Fast forward to 31 January 2024.

RBI ordered PayTM to stop operations by end of February.

The regulator took this unprecedented step after its comprehensive systems audit exposed persistent non-compliances and continued material supervisory concerns in PayTM Payments Bank (PPB).

The point to note is that RBI’s enforcement action is targeted only at the payments bank associate of the publicly traded fintech called One97 Communications Limited aka PayTM.

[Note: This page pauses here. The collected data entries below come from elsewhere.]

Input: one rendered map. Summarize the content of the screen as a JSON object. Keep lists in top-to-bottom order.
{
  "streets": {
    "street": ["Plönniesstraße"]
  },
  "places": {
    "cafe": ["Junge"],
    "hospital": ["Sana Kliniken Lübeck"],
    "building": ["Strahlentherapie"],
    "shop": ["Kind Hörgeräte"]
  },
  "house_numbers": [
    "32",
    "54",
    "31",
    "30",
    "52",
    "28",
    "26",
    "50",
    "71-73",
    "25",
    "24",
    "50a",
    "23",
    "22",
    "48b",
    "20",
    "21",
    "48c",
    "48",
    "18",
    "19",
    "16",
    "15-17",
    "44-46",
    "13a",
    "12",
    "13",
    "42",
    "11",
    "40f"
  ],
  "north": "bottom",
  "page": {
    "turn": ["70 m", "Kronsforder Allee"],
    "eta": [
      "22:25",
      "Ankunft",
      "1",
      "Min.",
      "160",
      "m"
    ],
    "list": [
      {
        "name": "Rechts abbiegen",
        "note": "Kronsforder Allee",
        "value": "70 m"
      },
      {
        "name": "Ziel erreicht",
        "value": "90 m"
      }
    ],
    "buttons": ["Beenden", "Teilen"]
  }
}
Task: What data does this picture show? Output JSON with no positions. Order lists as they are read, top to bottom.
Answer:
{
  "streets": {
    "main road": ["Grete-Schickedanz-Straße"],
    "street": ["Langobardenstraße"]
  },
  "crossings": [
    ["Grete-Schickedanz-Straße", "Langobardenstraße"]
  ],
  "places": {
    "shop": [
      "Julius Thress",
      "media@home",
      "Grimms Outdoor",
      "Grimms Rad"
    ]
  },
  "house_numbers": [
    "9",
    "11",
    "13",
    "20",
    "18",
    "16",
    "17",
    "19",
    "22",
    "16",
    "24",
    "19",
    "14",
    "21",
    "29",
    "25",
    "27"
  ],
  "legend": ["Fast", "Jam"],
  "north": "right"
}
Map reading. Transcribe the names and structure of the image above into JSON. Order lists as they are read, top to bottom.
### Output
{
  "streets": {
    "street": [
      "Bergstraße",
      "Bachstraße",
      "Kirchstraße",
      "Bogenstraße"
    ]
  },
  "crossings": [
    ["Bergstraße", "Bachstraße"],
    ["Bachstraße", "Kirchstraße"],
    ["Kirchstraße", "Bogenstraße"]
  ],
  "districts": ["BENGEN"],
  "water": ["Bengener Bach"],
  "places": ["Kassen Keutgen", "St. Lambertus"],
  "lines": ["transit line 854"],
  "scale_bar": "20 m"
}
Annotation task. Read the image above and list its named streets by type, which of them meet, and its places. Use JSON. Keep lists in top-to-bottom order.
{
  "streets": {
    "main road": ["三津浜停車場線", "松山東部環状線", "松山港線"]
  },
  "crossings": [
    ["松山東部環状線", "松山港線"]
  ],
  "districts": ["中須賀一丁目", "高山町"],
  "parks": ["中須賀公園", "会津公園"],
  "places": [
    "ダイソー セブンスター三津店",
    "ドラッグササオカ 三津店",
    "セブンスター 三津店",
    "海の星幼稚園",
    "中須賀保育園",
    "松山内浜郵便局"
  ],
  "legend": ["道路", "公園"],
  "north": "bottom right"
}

PayTM offers a wide range of financial services products and services such as payments, FASTag (prepaid highway toll product), NCMC (prepaid public transport ticketing), consumer credit, merchant credit, payment gateway, and so on. (PayTM’s application for Payment Aggregator aka Merchant Aggregator was not approved by RBI). Some of these products / services are rooted in PPB, some are independent of PPB and some straddle both firms. While PPB has “bank” in its name, it cannot do any lending since it’s a payments bank, which is a restricted form of banking charter that allows deposit-taking but not lending.

@s_ketharaman: Bank that can’t lend can make revenue – and profit – via fees on its payments products, rake on bancassurance, and difference in interest between what it gets from government bonds and what it pays to depositors.

Soon after RBI’s announcement, I speculated the following non-compliances and oversight concerns with PayTM, in the increasing order of severity (not legal advice but they go from a mere rap on the knuckles through to fine and jail time):

  1. Didn’t give enough bhaav (respect in Hindi) to RBI / external auditors
  2. Skimmed MDR from bank to parent company
  3. Used bank’s balance sheet for parent company’s lending business
  4. KYC violations
  5. Money laundering.

According to the mostly speculative media reporting in the following 2-3 days, all five have emerged as highly likely factors behind the regulator’s harsh action. The media has clubbed the second and third points under the catch-all expression “breach of arms length relationship between related parties”. More in The Morning Brief podcast.


According to McKinsey, fintech players are “start-ups and growth companies that rely primarily on technology to conduct fundamental functions provided by financial services, thereby affecting how users store, save, borrow, invest, move, pay, and protect money”.

When they start off, fintechs don’t have a banking license, and partner with sponsor banks to offer checking accounts, savings accounts, loans, and other banking products. Over time, some fintechs apply for and get a banking charter and become a bank themselves.

PayTM is the only fintech I know that’s not a bank, which not only works with sponsor banks but also has an inhouse bank (One97 has 49% stake in PayTM Payments Bank, the other 51% of which is held by its founder Vijay Shekhar Sharma in his personal capacity.)

In my time, I’ve come across many (perfectly kosher) deal structures, financial engineering and corporate labyrinths but I haven’t seen anything like what PayTM has done here.

I can imagine the insane amount of complexity caused by PayTM’s product, service and corporate structure in how security, data privacy, and wall cross laws apply to it. A couple of days after RBI cracked down on it, PayTM told the Economic Times that its bank “could not satisfy the banking regulator regarding compliance and technology”.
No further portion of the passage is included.